Most dental expert reports I review in joint statement work are clinically competent. The dentist knows the records, understands the treatment, and can describe what went wrong. The harder part is translating that clinical picture into the legal framework the court actually needs to apply.

That gap matters. Breach of duty is not just poor dentistry; it is a departure from the standard of a reasonably competent practitioner in the same circumstances. Causation is not just a bad outcome; it requires establishing that the breach, on the balance of probabilities, caused identifiable harm. An expert who conflates these, or who frames an opinion around what they personally would have done rather than what falls within the range of acceptable practice, produces a report that is vulnerable to challenge and of limited use to the instructing solicitor.
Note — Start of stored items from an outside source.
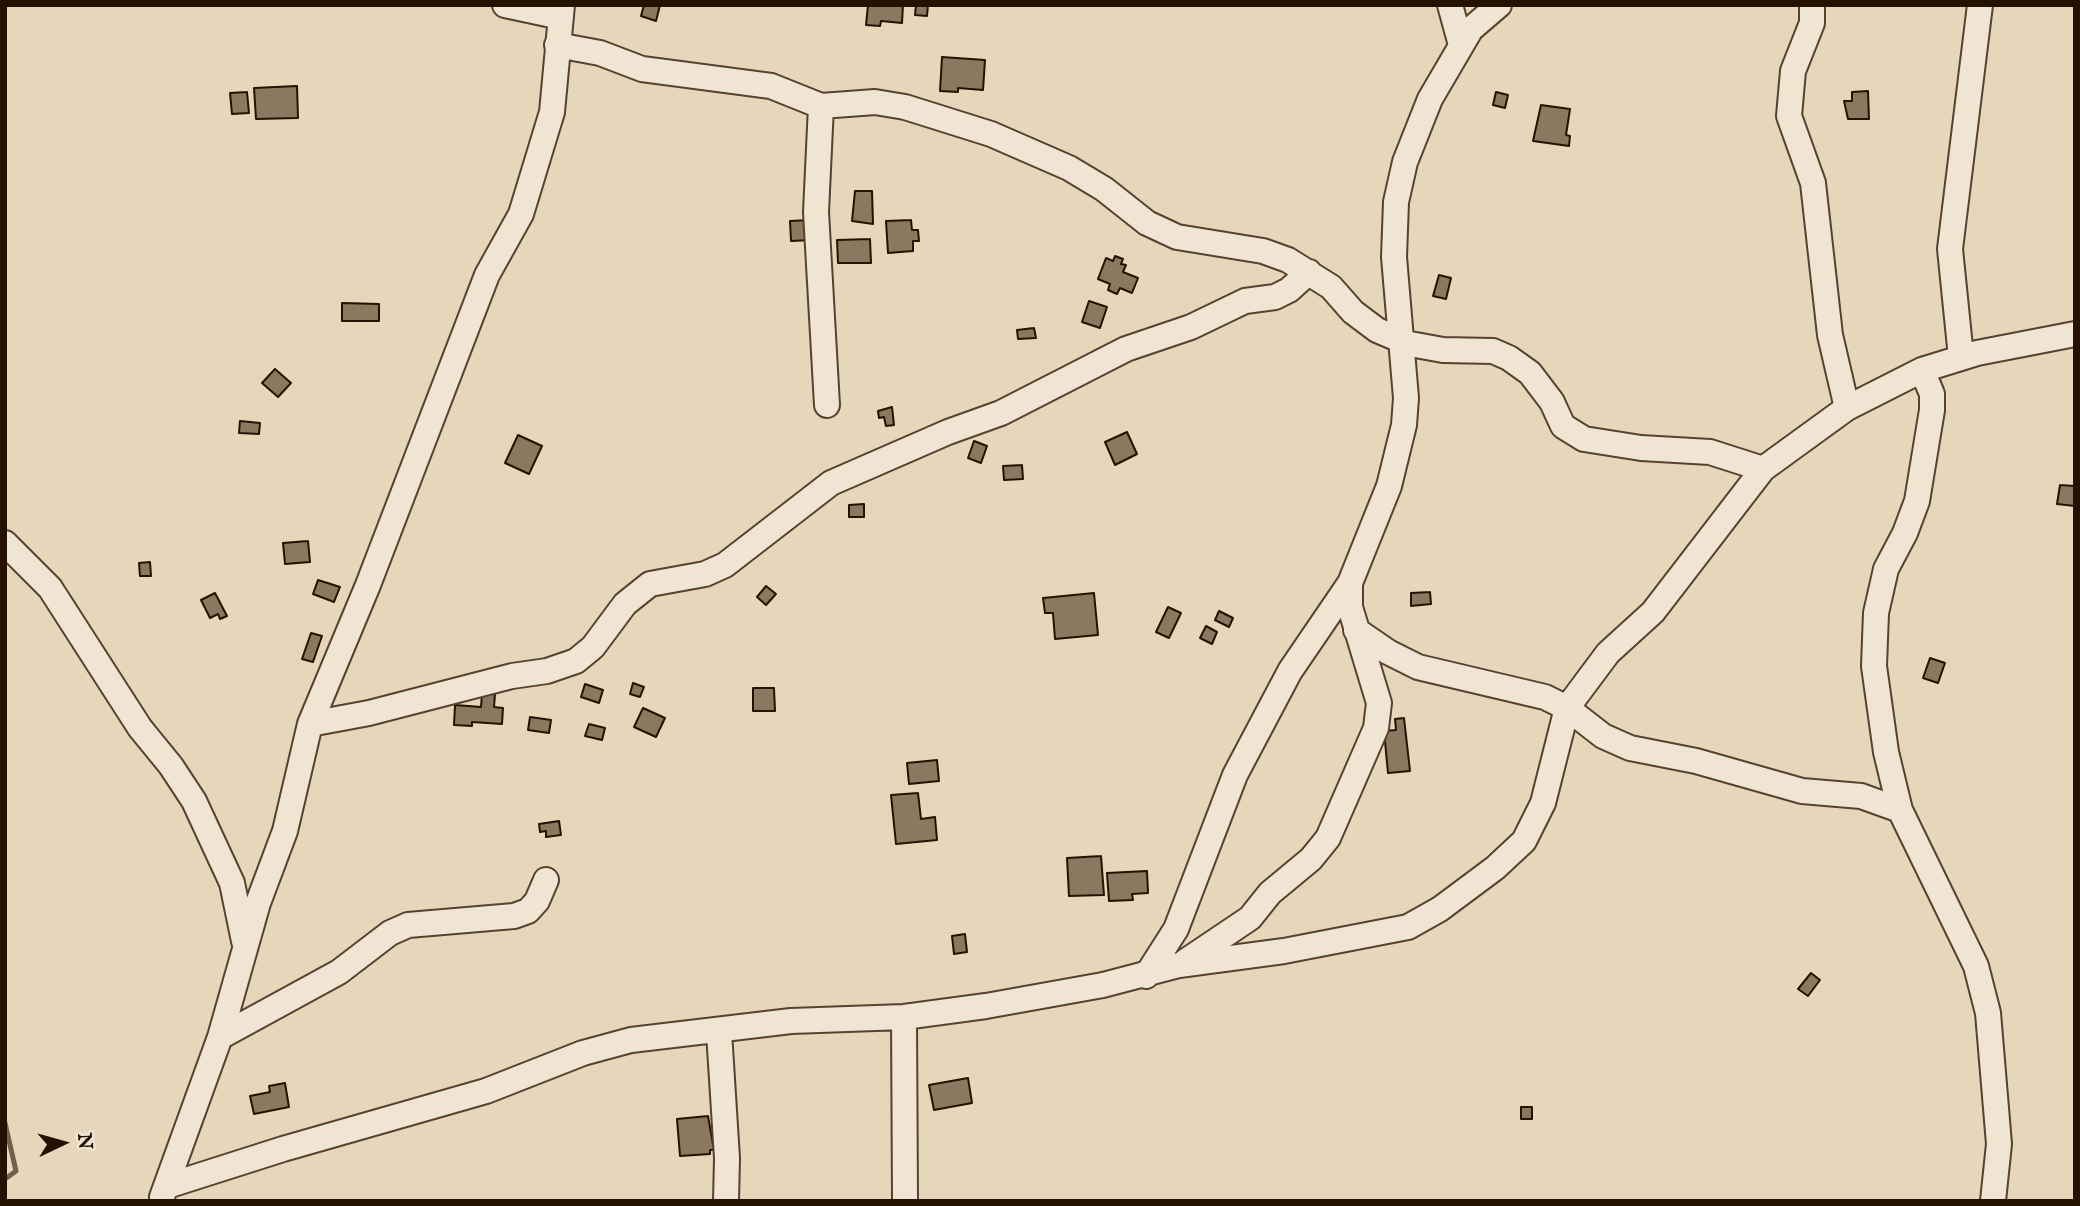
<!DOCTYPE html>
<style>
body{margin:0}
#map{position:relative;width:2080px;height:1206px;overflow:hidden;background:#e7d7ba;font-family:"IM FELL English",serif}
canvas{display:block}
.frame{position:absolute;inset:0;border:7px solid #251100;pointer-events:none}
.north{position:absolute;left:28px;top:1108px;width:70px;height:70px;-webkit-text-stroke:5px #efe5d2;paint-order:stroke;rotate:85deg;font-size:19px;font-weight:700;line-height:28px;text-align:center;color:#251100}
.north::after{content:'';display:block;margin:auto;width:24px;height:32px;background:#251100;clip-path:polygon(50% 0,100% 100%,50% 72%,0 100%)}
</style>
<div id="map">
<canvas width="2080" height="1206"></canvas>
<div class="frame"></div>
<div class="north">N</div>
</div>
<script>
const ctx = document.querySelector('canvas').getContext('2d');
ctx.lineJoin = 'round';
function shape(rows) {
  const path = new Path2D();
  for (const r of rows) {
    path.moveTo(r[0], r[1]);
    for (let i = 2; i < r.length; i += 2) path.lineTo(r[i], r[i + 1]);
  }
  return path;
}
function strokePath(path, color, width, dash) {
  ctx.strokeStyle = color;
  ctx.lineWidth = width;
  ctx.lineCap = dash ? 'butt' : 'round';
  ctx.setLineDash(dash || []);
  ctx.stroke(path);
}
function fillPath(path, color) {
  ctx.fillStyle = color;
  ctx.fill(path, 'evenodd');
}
strokePath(shape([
 [5,1123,16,1171,5,1179]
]), '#72604a', 5);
const building = shape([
 [644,5,660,5,656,21,641,16,644,5],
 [868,5,903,5,902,23,881,21,880,26,866,25,868,5],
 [916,5,928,5,927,16,915,15,916,5],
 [942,57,985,60,983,90,958,88,958,92,940,91,942,57],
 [297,86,298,118,256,119,254,88,297,86],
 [1868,91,1869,119,1848,119,1844,101,1852,101,1852,92,1868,91],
 [247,92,249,113,232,114,230,93,247,92],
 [1496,92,1508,95,1505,108,1493,105,1496,92],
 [1541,105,1570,109,1566,135,1570,136,1569,146,1533,141,1541,105],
 [855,191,872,191,873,224,852,221,855,191],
 [811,220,812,240,791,241,790,221,811,220],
 [911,220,912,230,918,230,919,241,913,241,913,251,888,253,886,221,911,220],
 [870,239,871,263,838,263,837,240,870,239],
 [1115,256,1123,259,1121,264,1126,265,1123,272,1138,278,1132,293,1120,288,1117,294,1108,290,1110,284,1098,279,1106,258,1113,261,1115,256],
 [1439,275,1451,278,1446,299,1433,296,1439,275],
 [1089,301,1107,307,1100,328,1082,322,1089,301],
 [342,303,379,304,379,321,342,321,342,303],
 [1034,328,1036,338,1018,339,1017,330,1034,328],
 [275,369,291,383,278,397,262,383,275,369],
 [892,407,894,425,886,426,884,417,879,418,878,411,892,407],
 [240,421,260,423,259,434,239,433,240,421],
 [1127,432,1137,454,1115,465,1105,442,1127,432],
 [518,435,542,446,529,474,505,463,518,435],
 [974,441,987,446,981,463,968,458,974,441],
 [1022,465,1023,479,1004,480,1003,466,1022,465],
 [2060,485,2075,486,2075,506,2057,504,2060,485],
 [864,504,864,517,849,517,849,505,864,504],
 [308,541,310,562,285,564,283,543,308,541],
 [150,562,151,576,140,576,139,563,150,562],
 [318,580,340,587,334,602,313,594,318,580],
 [766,586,776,594,766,605,757,597,766,586],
 [1430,592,1431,604,1411,606,1411,593,1430,592],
 [215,593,227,616,220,619,218,614,210,618,201,600,215,593],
 [1094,593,1098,635,1055,639,1053,613,1045,613,1043,598,1094,593],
 [1168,607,1181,613,1169,638,1156,632,1168,607],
 [1219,611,1233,618,1229,627,1215,620,1219,611],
 [1206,626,1217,632,1212,644,1200,638,1206,626],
 [311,633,322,636,313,662,302,659,311,633],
 [1930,658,1945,663,1938,683,1923,678,1930,658],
 [633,683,644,687,640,697,630,694,633,683],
 [585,684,603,690,599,703,581,697,585,684],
 [753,688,774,688,775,711,753,711,753,688],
 [482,694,495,694,494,707,503,708,502,724,472,722,472,726,454,725,455,705,481,707,482,694],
 [643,708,665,718,656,737,634,727,643,708],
 [530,717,551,720,549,733,528,730,530,717],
 [1404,718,1410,771,1388,773,1384,731,1396,730,1395,719,1404,718],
 [589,724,605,728,602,740,585,736,589,724],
 [937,760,939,781,909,784,907,763,937,760],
 [918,793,921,819,935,817,937,840,896,844,891,795,918,793],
 [559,821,561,835,546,837,546,831,540,832,539,824,559,821],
 [1101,856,1104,895,1069,896,1067,858,1101,856],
 [1147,871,1148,893,1132,894,1133,900,1109,901,1107,873,1147,871],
 [965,934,967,952,954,954,952,936,965,934],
 [1811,973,1820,980,1808,996,1798,989,1811,973],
 [968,1078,972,1103,934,1110,929,1085,968,1078],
 [285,1083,289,1107,254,1114,250,1096,270,1092,269,1086,285,1083],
 [1521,1107,1532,1107,1532,1119,1521,1119,1521,1107],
 [708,1116,714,1150,710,1150,710,1154,680,1156,677,1119,708,1116]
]);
fillPath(building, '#8a7861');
strokePath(building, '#251100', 2);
const minor = shape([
 [505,5,561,17],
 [1450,5,1461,45],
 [1812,5,1812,23,1793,71,1789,116,1813,183,1830,335,1847,408],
 [557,45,600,53,642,69,771,86,821,106,875,102,905,107,991,134,1069,168,1104,189,1147,223,1177,237,1263,251,1288,260,1331,287,1353,312,1377,330,1410,344,1443,350,1493,351,1509,358,1530,373,1552,402,1563,426,1584,439,1641,448,1710,452,1763,469],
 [821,106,816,212,827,405],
 [1961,357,1950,249,1980,5],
 [5,543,50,588,140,728,171,766,194,801,232,883,244,941],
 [1356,630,1388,652,1418,667,1545,697,1567,708,1603,736,1630,748,1696,761,1802,791,1861,796,1900,810,1976,966,1988,1013,1999,1144,1993,1201],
 [310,724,369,713,512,676,547,671,576,661,593,647,625,604,650,584,705,574,725,565,831,483,948,432,1001,413,1126,349,1191,327,1245,301,1275,297,1289,290,1309,272],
 [1900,810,1886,752,1874,666,1876,613,1886,569,1905,533,1917,501,1932,410,1932,394,1922,370],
 [1186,961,1250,918,1270,893,1311,859,1328,838,1376,728,1379,703,1350,607,1350,583,1389,486,1404,425,1406,398,1394,257,1396,202,1405,162,1430,99,1471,29,1499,5],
 [1146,976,1176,929,1235,775,1290,671,1350,583],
 [904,1017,905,1201],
 [719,1032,727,1158,726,1201],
 [220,1037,339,972,390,933,408,925,514,916,528,911,537,901,546,880],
 [167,1186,283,1149,486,1091,583,1053,631,1040,791,1021,904,1017,986,1006,1103,985,1179,965,1284,951,1408,927,1440,909,1495,868,1524,841,1543,803,1567,708,1608,653,1653,612,1763,469,1847,408,1922,370,1977,353,2075,334],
 [162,1197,220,1037,258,903,285,831,310,724,368,585,487,275,521,214,552,112,562,5]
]);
strokePath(minor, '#56422e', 28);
strokePath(minor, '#efe5d2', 24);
</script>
I hold an LLM in Medical Law and a Diploma in Legal Medicine, both completed alongside clinical practice. That training was not academic box-ticking. It changed how I read a letter of instruction, how I structure an opinion, and how I approach areas like consent, material contribution and the limits of what I can properly say. When I write a breach of duty section, I am applying the Bolam test and considering Bolitho. When I address causation, I am distinguishing between contribution to risk and causation of damage. When I decline to express an opinion on something, it is because I understand why the boundary exists.

CPR 35 and Practice Direction 35 are not formalities. They set out the expert's overriding duty to the court, the requirement for transparency of methodology, and the need to distinguish between fact, assumption and opinion. Reports that ignore this structure tend to generate unnecessary Part 35 questions, delay proceedings, and create problems at joint statement stage that could have been avoided.

Solicitors instructing a dental expert should expect a report that is clinically grounded and legally coherent. The two are not in tension, but producing both requires more than clinical experience alone.